____ Data for the task

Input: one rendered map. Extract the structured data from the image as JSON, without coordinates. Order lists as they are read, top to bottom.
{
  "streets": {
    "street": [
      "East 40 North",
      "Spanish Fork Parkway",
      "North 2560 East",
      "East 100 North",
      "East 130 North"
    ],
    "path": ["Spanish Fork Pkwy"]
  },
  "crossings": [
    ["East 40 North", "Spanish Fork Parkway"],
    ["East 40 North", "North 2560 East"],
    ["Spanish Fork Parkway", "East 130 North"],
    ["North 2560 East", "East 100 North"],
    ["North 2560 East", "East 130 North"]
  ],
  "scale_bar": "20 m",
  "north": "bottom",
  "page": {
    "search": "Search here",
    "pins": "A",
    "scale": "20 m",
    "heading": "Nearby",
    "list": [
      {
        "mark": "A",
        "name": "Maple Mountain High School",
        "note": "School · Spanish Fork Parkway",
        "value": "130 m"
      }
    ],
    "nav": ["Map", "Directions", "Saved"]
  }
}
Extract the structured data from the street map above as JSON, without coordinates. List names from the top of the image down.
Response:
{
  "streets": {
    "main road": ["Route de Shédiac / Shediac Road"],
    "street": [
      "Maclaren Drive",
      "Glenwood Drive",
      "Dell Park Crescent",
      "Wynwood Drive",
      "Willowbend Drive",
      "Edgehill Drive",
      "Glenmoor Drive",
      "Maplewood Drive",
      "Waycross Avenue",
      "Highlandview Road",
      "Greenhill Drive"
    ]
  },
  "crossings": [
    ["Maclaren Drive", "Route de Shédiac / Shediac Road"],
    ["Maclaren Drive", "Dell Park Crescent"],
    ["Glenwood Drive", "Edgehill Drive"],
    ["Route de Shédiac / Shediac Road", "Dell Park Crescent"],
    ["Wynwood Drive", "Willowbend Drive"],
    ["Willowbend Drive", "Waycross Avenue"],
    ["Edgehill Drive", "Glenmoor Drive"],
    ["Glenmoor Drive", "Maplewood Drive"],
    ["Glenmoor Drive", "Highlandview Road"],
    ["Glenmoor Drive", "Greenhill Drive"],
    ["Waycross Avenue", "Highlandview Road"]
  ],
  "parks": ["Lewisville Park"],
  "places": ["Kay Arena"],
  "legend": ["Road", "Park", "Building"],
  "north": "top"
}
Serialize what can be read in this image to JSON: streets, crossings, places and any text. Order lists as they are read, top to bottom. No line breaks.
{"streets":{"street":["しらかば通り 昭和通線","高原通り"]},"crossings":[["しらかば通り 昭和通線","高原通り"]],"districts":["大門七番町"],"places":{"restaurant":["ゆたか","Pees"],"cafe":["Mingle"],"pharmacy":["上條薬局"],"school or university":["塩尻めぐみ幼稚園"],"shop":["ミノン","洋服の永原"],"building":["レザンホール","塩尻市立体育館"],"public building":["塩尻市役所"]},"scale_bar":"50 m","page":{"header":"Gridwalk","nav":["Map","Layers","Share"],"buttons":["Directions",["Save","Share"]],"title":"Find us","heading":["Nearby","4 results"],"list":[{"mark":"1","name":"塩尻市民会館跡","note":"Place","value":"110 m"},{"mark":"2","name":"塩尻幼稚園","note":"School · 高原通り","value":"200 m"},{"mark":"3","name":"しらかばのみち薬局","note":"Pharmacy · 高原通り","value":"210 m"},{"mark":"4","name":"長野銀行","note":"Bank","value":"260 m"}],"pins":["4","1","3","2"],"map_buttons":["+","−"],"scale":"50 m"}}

________

### Activity
Looking through the listing above, state how many of its lines contain the string "Route". Write only the number.

### Solved problem
3